In our case, we elected a percutaneous needle biopsy according to patient preference. It was, therefore, reassuring that posttreatment scans showed resolution of both adrenal masses. In accordance with the works of Ichikawa et al., our patient responded well to a rituximab-containing regimen combined with intrathecal methotrexate, suggesting that this combination is effective against adrenal lymphomas [8].

4. Conclusion

Bilateral adrenal lymphoma remains a rare form of non-Hodgkin lymphoma and care must be taken in ruling out other causes of bilateral adrenal masses. Subsequent surgical interventions need to be individualised. Although our experience suggests that a rituximab-containing regimen with intrathecal methotrexate is effective, larger studies should ideally be carried out to validate this treatment modality.

5. Learning Points

Commonly bilateral adrenal masses are usually due to metastases from malignant tumours arising from lungs, breast, or colon.

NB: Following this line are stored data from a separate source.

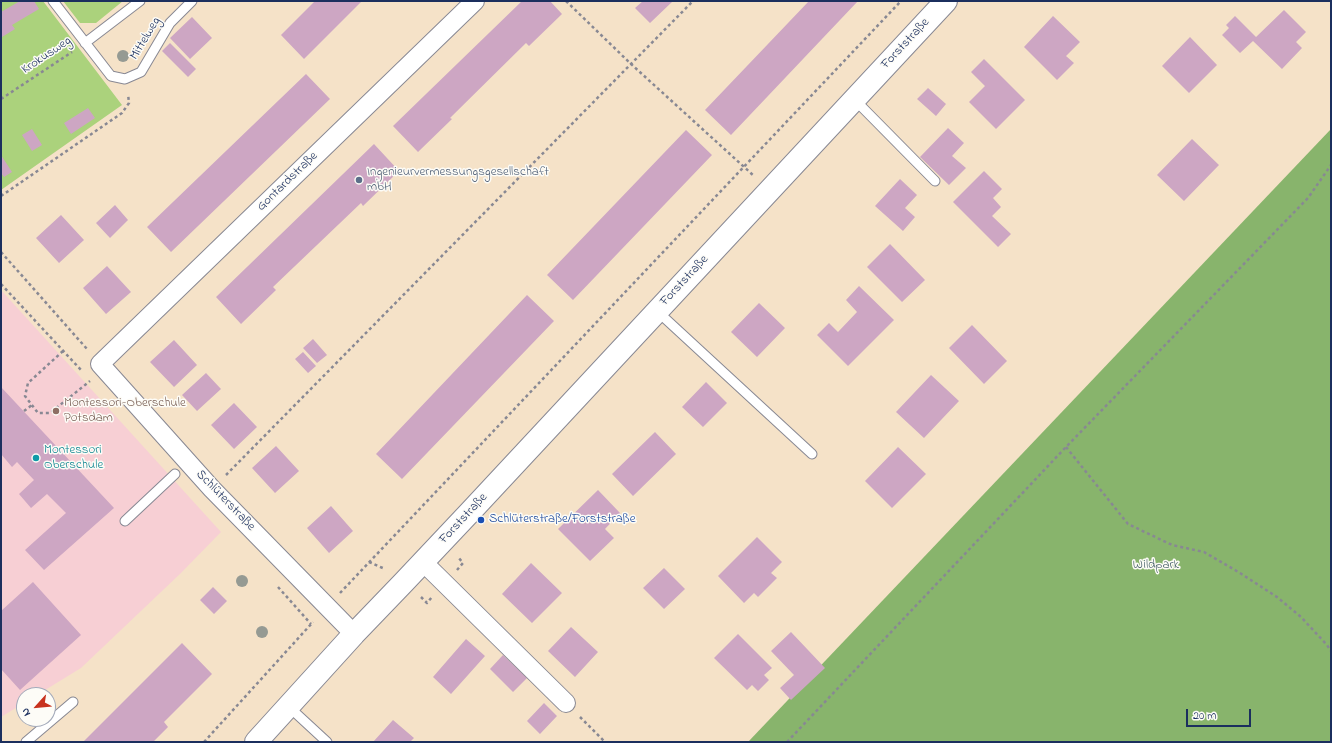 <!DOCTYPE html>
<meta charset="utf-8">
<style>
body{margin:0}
#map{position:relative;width:1332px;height:743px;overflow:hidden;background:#f5e2c8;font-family:"Indie Flower",sans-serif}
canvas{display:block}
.frame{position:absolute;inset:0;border:2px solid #1b2f5e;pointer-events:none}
.north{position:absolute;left:16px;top:687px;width:40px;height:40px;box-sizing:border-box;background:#fdfcf7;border:1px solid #a3aaba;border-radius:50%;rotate:243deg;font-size:11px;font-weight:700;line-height:16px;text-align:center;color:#1b2f5e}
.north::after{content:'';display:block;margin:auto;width:14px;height:18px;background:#c8321e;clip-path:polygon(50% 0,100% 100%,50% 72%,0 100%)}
.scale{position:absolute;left:1186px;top:709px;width:65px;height:18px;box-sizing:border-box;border:2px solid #1b2f5e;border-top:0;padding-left:5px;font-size:12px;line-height:14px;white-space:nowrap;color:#1b2f5e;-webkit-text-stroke:3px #fdfcf7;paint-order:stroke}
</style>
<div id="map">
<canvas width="1332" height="743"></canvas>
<div class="frame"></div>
<div class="north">N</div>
<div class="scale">20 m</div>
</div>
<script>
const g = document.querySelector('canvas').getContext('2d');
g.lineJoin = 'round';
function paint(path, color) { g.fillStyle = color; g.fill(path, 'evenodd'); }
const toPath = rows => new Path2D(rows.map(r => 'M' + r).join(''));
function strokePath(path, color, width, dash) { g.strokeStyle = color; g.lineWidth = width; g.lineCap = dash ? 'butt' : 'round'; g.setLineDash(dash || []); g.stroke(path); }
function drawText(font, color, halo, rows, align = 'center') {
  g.font = font + ' "Indie Flower",sans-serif'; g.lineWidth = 3; g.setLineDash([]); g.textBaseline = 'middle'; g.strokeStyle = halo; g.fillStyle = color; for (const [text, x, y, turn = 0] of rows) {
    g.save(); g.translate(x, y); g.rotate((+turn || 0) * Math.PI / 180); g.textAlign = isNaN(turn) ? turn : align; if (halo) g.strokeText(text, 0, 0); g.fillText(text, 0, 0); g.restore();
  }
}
paint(toPath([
 [1,290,221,532,181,573,81,668,37,695,24,695,24,703,1,717]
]), '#f7cfd4');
paint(toPath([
 [1,1,43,1,122,105,1,190],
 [63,1,123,1,96,23,80,23]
]), '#abd27c');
paint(toPath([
 [1331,129,1331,742,748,742]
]), '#88b46c');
paint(toPath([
 [20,1,34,1,39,9,12,25,15,29,2,37,1,34,1,12],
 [315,1,362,1,304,59,281,35],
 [522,1,550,1,562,14,529,46,526,43,450,118,452,119,418,152,393,126],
 [643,1,671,1,672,2,650,23,635,8],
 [809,1,858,1,731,135,705,110],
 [1284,10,1306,32,1296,42,1302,48,1282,69,1253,41,1240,53,1222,35,1229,28,1226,25,1235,16,1256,37],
 [1053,16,1080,42,1066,56,1074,63,1057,80,1024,47],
 [192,17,212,38,190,59,170,38],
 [1190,37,1217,65,1189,93,1162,66],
 [170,43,196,69,188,77,162,51],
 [984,59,1025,100,996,129,969,102,985,86,971,72],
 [306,74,330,99,171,252,147,227],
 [928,88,946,104,936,116,917,99],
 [88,108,95,118,71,134,64,123],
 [948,128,964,143,952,156,966,168,949,185,920,157],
 [32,129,42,145,32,151,22,135],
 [686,130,712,155,573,300,547,275],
 [1192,139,1219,165,1184,201,1157,175],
 [374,144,399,171,363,206,361,203,273,287,276,290,241,324,216,297],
 [1,155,12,172,4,177,1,173],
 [984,171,1002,189,993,198,1001,207,992,216,1011,234,998,247,953,202],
 [900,179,917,195,905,208,915,217,903,231,875,206],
 [115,205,128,220,110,238,96,223],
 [61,215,84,240,59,263,36,238],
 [890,244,925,280,902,302,867,267],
 [107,266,131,292,106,314,83,288],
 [859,286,894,320,848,366,817,335,829,323,838,332,857,312,846,300],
 [527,295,554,321,402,479,376,454],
 [759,303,785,328,757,357,731,332],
 [972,325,1007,361,984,384,949,348],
 [313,339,327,355,317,363,303,348],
 [174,340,197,365,174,387,150,362],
 [303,352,316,366,308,373,295,359],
 [206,373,221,389,197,411,182,395],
 [931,375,959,401,924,438,896,412],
 [706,382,727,403,703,427,682,407],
 [1,387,114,508,44,570,25,550,66,513,47,494,31,508,19,494,34,480,17,462,12,467,1,454],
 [234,403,257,427,234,449,211,425],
 [655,432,676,454,633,496,612,474],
 [276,446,299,471,275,493,252,468],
 [898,447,926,474,892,508,865,481],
 [598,490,620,513,605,529,614,538,590,561,558,529],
 [331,506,353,531,329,553,307,528],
 [757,537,782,562,771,573,777,578,758,597,754,593,744,603,718,576],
 [531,563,562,593,532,623,502,594],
 [664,568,685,589,664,609,643,588],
 [33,582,81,635,20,690,1,669,1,611],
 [213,587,227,601,214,614,200,600],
 [571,627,598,652,575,677,548,651],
 [791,632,825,668,791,700,780,688,794,675,771,651],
 [738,634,772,668,764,675,769,680,758,691,752,685,747,690,714,658],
 [466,639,485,656,451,694,433,677],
 [182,643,212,674,164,722,168,727,153,742,83,742],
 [503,655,527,678,513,692,490,669],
 [544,703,557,716,540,734,527,721],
 [393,720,414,738,410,742,373,742]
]), '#cda6c3');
const lane = toPath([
 [53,1,111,76,125,79,141,72,170,23,192,1],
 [85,43,140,1],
 [854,99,935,181],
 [657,311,812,454],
 [125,521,175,474],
 [288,706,327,742],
 [26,742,73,702]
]);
const street = toPath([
 [423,562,566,703],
 [354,634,212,489,100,364,475,1]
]);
const secondary = toPath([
 [256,742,354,634,404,582,471,511,946,1]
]);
strokePath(lane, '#888893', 11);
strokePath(street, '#888893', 20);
strokePath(secondary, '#888893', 24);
strokePath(toPath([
 [566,1,631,64,754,176],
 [1,99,72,52],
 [1,196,122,113,129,103,128,94],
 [1,252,87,349],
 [1,284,81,370],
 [63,351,28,383,25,396,38,413,50,413,90,381],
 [24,411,32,405],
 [1066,447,1128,524,1172,545,1204,552,1240,573,1277,597,1301,617,1327,645,1331,651],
 [226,475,693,1],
 [369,562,385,569],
 [457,570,463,563,458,557],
 [278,587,311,624],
 [340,593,901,1],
 [421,597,427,603,432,597],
 [580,717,605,742],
 [204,742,313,622],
 [787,742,1066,447,1308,198,1331,165]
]), '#888893', 2.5, [3, 3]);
strokePath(lane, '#fff', 9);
strokePath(street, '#fff', 18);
strokePath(secondary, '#fff', 22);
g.fillStyle = '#959a93';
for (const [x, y] of [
 [123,56],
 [242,581],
 [262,632]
]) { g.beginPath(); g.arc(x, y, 6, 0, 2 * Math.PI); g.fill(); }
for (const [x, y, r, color] of [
 [359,180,4,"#5c6f8a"],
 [56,411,4,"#8d6e63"],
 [36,458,4,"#0f9aa8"],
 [481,520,4,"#1a4fb4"]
]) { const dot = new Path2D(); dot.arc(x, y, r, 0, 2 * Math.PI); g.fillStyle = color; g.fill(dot); strokePath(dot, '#fdfcf7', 1.5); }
drawText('13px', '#1b2f5e', '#fdfcf7', [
 ["Mittelweg",146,39,-59],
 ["Forststraße",906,44,-47],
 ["Krokusweg",47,56,-34],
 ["Gontardstraße",288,182,-44],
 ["Forststraße",685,281,-47],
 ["Schlüterstraße",225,501,46],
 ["Forststraße",464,519,-47]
]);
drawText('13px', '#4e5e75', '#fdfcf7', [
 ["Ingenieurvermessungsgesellschaft",367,173],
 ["mbH",367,188]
], 'left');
drawText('13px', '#785e54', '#fdfcf7', [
 ["Montessori-Oberschule",64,404],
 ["Potsdam",64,419]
], 'left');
drawText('13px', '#0d838f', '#fdfcf7', [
 ["Montessori",44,451],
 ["Oberschule",44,466]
], 'left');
drawText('13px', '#164399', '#fdfcf7', [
 ["Schlüterstraße/Forststraße",489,520]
], 'left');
drawText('13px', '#466067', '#fdfcf7', [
 ["Wildpark",1156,566]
]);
</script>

Primary DLBCL affecting both adrenals is a rare phenomenon [9].

Diffuse large B-cell lymphoma (DLBCL) is the most common histological subtype.

Conflicts of Interest

Dr. Veeraraghavan Meyyur Aravamudan, Dr. Phang Kee Fong, Dr. Yang Shiyao Sam, Dr. Pavel Singh, Dr. Gollamudi Satya Pavan Kumar, and Dr. Siok-Bian Ng have no disclosures to make and have no conflicts of interest and no funding was received.

Authors’ Contributions

Veeraraghavan Meyyur Aravamudan, Phang Kee Fong, and Yang Shiyao Sam helped in compilation of the text and literature search. Pavel Singh helped in radiological images and literature search. Siok-Bian Ng helped in editing the manuscript and helped with histopathology images and histopathology report. Gollamudi Satya Pavan Kumar helped in compilation of the text, literature search, and editing the manuscript.